Explain Bot · Answer

(a) To find the largest four-digit number with exactly 3 factors, we need to find a number that is a perfect square. The reason for this is that a perfect square has an odd number of factors. Let's start by finding the largest perfect square less than 10000 (since we're looking for a four-digit number). The largest perfect square less than 10000 is 9801, which is equal to 99 * 99. To check if it has exactly 3 factors, we need to see if it is a square of a prime number. Since 99 is not a prime number (it can be divided by 3), we need to find the next largest perfect square. The perfect square of the next prime number, 101, is 10201, which is larger than 9999 (the largest four-digit number). Therefore, there is no four-digit number that has exactly 3 factors. (b) To find values of a and b greater than zero such that a^2 = b^3, we need to find a perfect square on one side that can be expressed as a perfect cube on the other side.
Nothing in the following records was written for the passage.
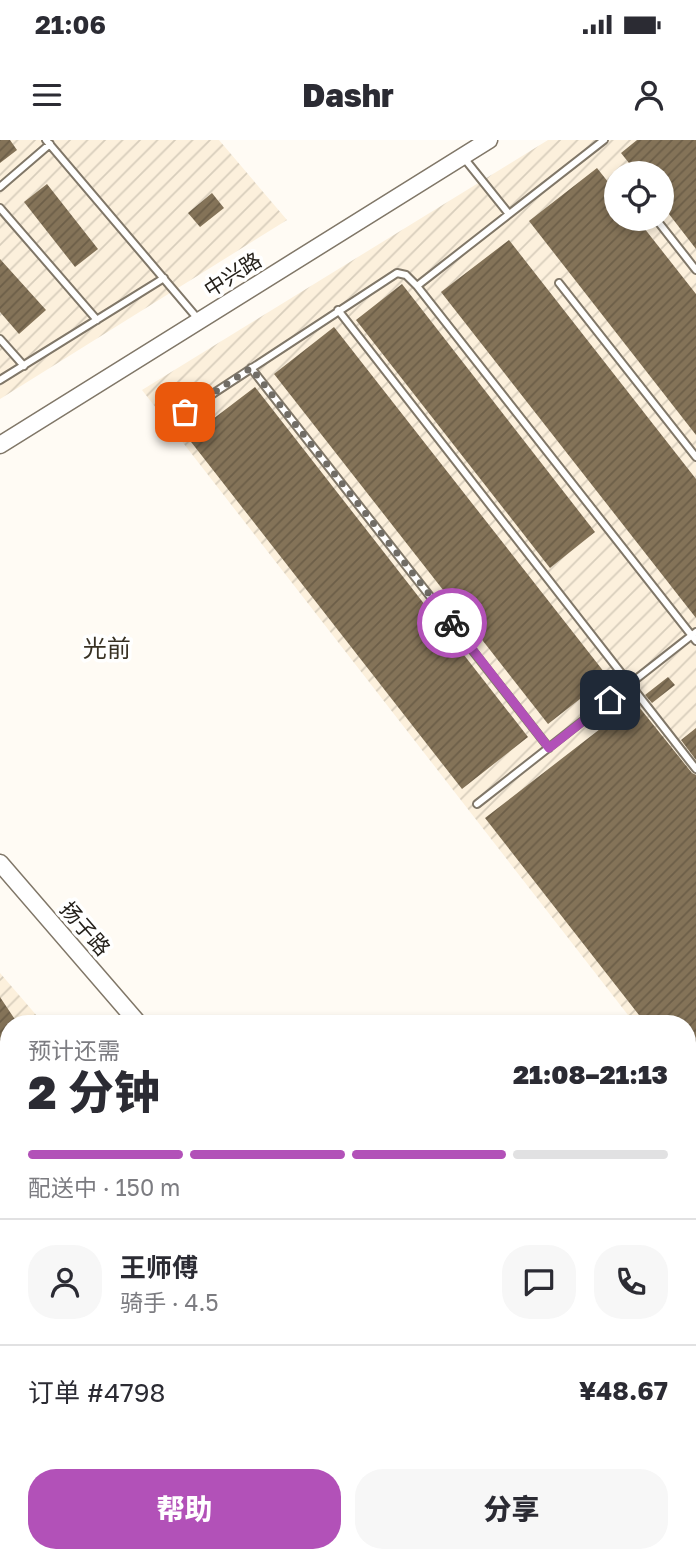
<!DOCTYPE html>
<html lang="zh">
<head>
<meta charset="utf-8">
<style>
	body { margin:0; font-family:"Golos Text","Noto Sans SC",sans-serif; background:#f7f7f7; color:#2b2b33; height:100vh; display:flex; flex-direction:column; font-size:26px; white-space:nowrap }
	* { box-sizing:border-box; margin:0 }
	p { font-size:23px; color:#7c7c81 }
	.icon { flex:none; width:38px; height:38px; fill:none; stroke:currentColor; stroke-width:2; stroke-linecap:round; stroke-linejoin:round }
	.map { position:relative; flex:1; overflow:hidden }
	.side { position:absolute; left:0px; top:875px; width:696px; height:548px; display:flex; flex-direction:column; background:#fff; border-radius:28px 28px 0 0; box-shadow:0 4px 10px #0003 }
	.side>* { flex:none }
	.buttons { position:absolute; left:604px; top:21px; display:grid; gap:14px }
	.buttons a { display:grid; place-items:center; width:70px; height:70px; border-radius:50%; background:#fff; box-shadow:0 4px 10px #0003; font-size:35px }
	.pin { position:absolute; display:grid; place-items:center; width:60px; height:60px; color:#fff; margin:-30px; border-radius:14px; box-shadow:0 4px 10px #0006 }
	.courier { position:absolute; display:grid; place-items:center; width:70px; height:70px; margin:-35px; border:5px solid #b251b8; border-radius:50%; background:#fff; color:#222; box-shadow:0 2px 9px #0007 }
	.head em { font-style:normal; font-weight:800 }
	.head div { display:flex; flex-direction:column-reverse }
	.head { display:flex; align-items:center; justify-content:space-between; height:119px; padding:0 28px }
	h1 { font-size:46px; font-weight:800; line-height:52px }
	.bar { display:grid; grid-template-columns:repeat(4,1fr); gap:10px 7px; align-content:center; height:84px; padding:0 28px }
	.bar i { height:9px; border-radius:5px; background:#e1e1e2 }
	.bar .selected { background:#b251b8 }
	.bar p { grid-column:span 4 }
	.line { display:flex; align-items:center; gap:18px; padding:0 28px; border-top:2px solid #e1e1e2 }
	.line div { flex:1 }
	.round { display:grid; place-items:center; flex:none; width:74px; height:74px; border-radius:28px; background:#f7f7f7 }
	.button { display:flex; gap:14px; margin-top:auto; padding:14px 28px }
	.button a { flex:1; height:80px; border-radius:28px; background:#b251b8; color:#fff; font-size:28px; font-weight:800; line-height:80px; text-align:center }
	.button a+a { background:#f7f7f7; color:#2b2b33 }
	.status { display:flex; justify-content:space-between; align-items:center; height:49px; padding:0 35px; background:#fff; direction:ltr }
	.status svg { height:19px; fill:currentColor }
	header { display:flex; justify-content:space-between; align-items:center; height:91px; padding:0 28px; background:#fff; font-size:32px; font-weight:800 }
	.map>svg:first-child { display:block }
	.industrial { fill:url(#industrial-furrows); fill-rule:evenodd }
	.grass { fill:url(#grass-tufts) }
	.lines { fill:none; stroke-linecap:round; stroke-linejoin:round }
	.stream { stroke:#7ca5aa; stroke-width:3.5 }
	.river { stroke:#7ca5aa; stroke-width:19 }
	.building { fill:url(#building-hatch) }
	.service-casing { stroke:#807768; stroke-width:10 }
	.tertiary-casing { stroke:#807768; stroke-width:19 }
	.path { stroke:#8e8a83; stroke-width:2; stroke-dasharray:5 3.5; stroke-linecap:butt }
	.service { stroke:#fff; stroke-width:6 }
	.tertiary { stroke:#fff; stroke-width:16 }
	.done { stroke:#716d66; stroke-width:7; stroke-dasharray:0 12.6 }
	.route { stroke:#b251b8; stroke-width:9 }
	.labels { text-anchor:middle; stroke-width:7; stroke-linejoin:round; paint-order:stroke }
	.street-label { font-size:21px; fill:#24201a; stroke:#fff }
	.quarter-label { font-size:24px; fill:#383123; stroke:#fff }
</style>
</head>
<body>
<div class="status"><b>21:06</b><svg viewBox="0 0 49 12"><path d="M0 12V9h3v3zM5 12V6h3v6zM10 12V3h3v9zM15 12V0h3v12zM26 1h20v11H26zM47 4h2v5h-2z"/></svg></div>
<header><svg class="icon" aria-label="menu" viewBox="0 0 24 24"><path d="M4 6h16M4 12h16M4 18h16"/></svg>Dashr<svg class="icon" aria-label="person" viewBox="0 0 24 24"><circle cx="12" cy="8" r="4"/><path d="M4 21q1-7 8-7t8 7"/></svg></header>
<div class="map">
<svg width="696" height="1422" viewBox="0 0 696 1422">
	<defs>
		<pattern id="industrial-furrows" width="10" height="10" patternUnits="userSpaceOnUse" patternTransform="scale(1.75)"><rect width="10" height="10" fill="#fcf0dc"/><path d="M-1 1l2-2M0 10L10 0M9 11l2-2" fill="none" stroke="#d8cebc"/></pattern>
		<pattern id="grass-tufts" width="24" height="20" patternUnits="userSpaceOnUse" patternTransform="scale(1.75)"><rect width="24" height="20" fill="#c4dfcf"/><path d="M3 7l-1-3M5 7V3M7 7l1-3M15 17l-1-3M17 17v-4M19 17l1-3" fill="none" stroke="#a8bfb1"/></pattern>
		<pattern id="building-hatch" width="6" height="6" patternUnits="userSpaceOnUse" patternTransform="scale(1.75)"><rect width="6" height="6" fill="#847358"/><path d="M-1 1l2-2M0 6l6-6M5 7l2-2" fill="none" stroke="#6c5e48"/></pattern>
	</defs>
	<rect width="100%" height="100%" fill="#fffbf4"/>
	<path class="industrial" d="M0,0H219L287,80L0,259Z
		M548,0H696V963L688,952V884H635L142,250ZM616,33H662V79H616Z
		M0,833L44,884H9V1414H285L265,1422H0Z"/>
	<path class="grass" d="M696,1206V1328L688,1332V1209Z"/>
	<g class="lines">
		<path class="stream" d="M688,1272L696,1269"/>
		<path class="river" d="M688,1368L696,1365
			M551,1422L571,1414"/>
	</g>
	<path class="building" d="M0,0H10L17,10L0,23Z
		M637,0H696V109L662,65V33H637L621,13Z
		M597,28L616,52V79H637L696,154V295L529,81Z
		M47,44L98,109L75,127L24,62Z
		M212,53L224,68L200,87L188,73Z
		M509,100L696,339V478L441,152Z
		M0,119L46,170L19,194L0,172Z
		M402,144L595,392L550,428L356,180Z
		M334,187L608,537L548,584L274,234Z
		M255,247L528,597L462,649L188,298Z
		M668,537L675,545L652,563L645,555Z
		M635,562L692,633L696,635V947L688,937V884H646L485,678Z
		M696,588V620L681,600Z
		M0,857L18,884H9V895L0,901Z
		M0,944L9,954V1006L0,996Z
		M0,1036L9,1046V1100L0,1090Z"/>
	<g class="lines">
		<defs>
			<path id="service" d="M46,0L198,179
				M604,0L417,146L696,501
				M464,18L509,74
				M0,47L50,4
				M0,68L97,180
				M656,79L696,130
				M559,143L696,317
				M338,170L696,629
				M0,199L24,226
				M251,228L549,608
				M0,240L164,138
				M185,272L397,133L406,135L417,146
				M477,664L696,492
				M0,918L9,913
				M0,1012L9,1022
				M0,1219L9,1229
				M0,1259L9,1252
				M0,1306L9,1316
				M95,1414L102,1422
				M0,1420L2,1422"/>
			<path id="tertiary" d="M0,305L489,0
				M0,723L139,884
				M649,1414L659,1422"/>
		</defs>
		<use href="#service" class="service-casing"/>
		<use href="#tertiary" class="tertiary-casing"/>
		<path class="path" d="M413,1422L434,1414"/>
		<use href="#service" class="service"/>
		<use href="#tertiary" class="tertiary"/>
	</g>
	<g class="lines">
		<path class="done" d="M185,272L251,228L452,483"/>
		<path class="route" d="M452,483L549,608L610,560"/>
	</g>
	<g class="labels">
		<g class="street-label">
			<text transform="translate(233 135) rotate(-32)" y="7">中兴路</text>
			<text transform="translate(85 789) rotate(49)" y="7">扬子路</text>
		</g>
		<g class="quarter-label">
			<text x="107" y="517">光前</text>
		</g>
	</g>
</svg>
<div class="buttons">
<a><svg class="icon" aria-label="locate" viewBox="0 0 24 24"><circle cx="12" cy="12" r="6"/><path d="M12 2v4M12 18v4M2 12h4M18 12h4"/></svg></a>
</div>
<div class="pin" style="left:185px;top:272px;background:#ea580c"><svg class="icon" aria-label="bag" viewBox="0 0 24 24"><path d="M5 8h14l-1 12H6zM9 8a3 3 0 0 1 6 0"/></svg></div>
<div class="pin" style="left:610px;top:560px;background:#1f2937"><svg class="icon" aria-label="home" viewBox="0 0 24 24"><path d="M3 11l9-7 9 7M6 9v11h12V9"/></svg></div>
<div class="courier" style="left:452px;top:483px"><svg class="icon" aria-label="bike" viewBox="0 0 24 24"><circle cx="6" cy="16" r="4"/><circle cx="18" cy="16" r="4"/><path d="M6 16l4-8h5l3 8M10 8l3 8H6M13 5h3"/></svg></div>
<section class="side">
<div class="head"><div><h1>2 分钟</h1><p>预计还需</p></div><em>21:08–21:13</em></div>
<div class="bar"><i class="selected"></i><i class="selected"></i><i class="selected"></i><i></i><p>配送中 · 150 m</p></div>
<div class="line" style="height:126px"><a class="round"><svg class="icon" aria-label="person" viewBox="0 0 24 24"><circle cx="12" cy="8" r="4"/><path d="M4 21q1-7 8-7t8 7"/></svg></a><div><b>王师傅</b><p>骑手 · 4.5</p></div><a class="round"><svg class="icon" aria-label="chat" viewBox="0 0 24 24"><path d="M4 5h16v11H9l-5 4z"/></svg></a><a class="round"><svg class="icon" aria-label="phone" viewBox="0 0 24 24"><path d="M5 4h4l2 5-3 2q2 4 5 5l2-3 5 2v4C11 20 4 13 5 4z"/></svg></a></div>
<div class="line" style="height:91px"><div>订单 #4798</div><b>¥48.67</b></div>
<div class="button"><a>帮助</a><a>分享</a></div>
</section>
</div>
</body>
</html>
Let's take a=4 as an example: 4^2 = 16 4^3 = 64 In this example, a=4 and b=2, as 4^2=2^3. There are other possible combinations, such as a=1 and b=1, as 1^2=1^3. Therefore, possible values for a and b greater than zero such that a^2=b^3 include: - a=1, b=1 - a=4, b=2 (c) To find values of x and y such that x^3 - y^3 = 1729, we can use the concept of Fermat's Last Theorem. This theorem states that there are no three positive integers a, b, and c such that a^n + b^n = c^n for any integer value of n greater than 2. However, we can still find values that satisfy the equation x^3 - y^3 = 1729 by manually trying different values: 1^3 - 12^3 = -1727 -1^3 - (-12)^3 = -1727 9^3 - 10^3 = 170 19^3 - 18^3 = 6859 -19^3 - (-18)^3 = -6859 25^3 - 24^3 = 2903 By testing these values, we find that the equation x^3 - y^3 = 1729 is satisfied when x = 12 and y = 1. Therefore, one possible solution for x and y in the equation x^3 - y^3 = 1729 is x = 12 and y = 1.